Aim of the task: From the listing below, pull each line that includes "Output".

Material for the task:
[Start of Attachment]
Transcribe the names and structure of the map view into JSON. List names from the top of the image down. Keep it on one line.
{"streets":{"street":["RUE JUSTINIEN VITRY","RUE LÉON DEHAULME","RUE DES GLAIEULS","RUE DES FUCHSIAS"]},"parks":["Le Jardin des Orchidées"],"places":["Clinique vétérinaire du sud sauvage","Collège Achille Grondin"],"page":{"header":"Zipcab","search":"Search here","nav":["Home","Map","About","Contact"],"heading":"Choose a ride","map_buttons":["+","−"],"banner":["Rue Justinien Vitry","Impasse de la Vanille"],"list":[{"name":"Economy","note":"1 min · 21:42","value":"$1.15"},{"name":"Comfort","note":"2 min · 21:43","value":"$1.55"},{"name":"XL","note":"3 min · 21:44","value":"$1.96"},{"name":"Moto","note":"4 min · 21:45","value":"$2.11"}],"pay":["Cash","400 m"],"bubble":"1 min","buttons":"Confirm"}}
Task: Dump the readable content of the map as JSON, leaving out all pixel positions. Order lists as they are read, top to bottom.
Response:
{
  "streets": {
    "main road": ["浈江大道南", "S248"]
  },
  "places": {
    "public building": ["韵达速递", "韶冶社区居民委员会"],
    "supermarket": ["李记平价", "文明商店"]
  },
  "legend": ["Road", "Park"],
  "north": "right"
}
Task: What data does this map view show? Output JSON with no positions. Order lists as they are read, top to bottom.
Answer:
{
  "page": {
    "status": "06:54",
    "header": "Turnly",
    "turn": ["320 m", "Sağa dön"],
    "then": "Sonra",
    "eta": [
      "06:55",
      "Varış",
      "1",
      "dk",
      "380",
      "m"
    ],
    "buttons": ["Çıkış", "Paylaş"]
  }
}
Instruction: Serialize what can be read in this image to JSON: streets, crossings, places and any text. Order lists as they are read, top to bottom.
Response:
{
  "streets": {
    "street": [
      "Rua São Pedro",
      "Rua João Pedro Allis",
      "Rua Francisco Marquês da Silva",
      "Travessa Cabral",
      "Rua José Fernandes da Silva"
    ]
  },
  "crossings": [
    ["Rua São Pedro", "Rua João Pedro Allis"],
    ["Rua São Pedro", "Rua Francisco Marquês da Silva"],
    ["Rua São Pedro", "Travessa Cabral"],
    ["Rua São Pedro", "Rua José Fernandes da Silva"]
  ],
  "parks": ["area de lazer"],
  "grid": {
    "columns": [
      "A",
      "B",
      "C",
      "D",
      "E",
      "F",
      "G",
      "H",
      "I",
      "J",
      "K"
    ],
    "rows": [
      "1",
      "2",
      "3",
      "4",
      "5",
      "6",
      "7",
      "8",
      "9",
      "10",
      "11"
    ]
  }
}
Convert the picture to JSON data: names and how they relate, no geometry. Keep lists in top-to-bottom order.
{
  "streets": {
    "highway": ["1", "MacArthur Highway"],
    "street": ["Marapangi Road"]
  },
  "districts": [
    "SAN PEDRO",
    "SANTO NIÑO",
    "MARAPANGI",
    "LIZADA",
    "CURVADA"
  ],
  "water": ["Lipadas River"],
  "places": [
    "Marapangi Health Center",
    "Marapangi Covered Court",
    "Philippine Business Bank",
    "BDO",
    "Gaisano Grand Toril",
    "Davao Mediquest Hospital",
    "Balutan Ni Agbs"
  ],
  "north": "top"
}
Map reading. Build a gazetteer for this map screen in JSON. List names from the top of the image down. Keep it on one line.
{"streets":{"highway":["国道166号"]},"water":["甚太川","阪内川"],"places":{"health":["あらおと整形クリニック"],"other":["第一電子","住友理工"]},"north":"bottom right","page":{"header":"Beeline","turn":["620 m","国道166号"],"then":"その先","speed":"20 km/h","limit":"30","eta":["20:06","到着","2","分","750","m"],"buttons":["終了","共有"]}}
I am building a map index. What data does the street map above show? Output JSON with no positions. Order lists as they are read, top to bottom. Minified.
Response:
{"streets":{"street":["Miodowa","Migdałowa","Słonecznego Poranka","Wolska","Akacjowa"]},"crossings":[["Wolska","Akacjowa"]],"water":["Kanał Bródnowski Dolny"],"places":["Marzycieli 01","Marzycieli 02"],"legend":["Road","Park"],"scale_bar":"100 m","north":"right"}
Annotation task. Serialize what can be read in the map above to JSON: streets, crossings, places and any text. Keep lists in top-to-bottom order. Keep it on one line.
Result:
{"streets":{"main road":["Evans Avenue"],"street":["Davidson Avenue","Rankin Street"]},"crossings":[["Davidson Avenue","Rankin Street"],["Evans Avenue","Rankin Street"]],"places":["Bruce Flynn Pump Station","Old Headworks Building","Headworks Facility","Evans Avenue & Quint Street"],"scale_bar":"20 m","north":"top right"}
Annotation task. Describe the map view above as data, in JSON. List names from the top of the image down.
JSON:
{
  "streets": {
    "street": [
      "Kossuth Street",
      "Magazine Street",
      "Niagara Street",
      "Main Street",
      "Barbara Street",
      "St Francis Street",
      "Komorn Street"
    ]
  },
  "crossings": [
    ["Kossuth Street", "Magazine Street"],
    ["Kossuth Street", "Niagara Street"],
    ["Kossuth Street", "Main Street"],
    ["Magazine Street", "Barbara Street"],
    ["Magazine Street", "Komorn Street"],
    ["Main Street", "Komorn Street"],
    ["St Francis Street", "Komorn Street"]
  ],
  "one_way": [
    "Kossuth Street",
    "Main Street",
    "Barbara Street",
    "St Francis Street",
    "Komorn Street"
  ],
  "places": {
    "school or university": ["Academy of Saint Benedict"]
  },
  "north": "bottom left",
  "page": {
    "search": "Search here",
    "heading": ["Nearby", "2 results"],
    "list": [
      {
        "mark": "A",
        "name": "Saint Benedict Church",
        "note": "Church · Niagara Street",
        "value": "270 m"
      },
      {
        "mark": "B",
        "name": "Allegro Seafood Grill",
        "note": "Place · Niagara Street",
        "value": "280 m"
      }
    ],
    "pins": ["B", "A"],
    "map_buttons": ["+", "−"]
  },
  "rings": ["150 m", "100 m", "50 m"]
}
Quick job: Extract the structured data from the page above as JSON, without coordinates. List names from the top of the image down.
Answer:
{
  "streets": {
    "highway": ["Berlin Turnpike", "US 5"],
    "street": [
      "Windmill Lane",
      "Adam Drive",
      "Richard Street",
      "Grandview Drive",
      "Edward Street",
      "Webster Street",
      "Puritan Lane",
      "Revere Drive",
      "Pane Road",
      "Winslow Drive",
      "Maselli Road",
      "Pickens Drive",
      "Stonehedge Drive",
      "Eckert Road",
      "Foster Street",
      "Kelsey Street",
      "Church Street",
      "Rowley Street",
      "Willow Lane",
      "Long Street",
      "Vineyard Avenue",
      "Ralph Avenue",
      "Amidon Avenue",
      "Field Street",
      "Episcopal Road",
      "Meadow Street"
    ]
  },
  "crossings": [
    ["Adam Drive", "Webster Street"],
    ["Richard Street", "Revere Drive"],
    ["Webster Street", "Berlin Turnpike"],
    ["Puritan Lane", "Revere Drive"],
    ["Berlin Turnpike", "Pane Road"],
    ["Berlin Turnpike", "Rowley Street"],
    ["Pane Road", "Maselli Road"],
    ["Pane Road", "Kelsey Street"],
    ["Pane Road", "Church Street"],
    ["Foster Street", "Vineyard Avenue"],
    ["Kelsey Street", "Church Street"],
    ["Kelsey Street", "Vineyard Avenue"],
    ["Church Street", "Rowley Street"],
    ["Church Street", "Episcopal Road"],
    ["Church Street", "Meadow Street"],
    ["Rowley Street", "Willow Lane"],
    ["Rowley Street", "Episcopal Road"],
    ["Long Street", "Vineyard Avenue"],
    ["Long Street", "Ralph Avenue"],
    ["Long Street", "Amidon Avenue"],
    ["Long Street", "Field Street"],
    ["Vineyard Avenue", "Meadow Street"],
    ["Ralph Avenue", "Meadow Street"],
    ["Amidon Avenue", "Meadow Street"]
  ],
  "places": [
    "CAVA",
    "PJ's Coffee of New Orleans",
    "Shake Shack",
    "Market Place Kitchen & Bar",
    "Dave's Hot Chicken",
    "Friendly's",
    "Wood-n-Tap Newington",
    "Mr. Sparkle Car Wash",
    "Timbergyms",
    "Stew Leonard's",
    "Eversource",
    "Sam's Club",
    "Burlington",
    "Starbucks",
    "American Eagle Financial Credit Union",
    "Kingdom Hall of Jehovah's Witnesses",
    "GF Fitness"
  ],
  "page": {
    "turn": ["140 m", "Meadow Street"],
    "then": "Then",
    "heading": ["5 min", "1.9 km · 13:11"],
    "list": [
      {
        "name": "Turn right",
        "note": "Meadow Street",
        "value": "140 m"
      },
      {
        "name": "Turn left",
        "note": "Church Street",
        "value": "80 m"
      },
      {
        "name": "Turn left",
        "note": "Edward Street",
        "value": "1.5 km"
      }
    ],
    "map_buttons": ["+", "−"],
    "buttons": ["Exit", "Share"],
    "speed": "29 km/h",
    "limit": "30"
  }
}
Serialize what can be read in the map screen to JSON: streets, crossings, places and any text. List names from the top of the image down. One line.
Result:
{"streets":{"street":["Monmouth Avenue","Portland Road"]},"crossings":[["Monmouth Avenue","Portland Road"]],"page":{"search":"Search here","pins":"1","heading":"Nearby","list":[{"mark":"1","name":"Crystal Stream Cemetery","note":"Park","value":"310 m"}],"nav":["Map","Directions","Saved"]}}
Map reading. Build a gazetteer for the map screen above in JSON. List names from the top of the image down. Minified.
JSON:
[End of Attachment]
Written answer:
Task: What data does this map view show? Output JSON with no positions. Order lists as they are read, top to bottom.
I am building a map index. What data does the street map above show? Output JSON with no positions. Order lists as they are read, top to bottom. Minified.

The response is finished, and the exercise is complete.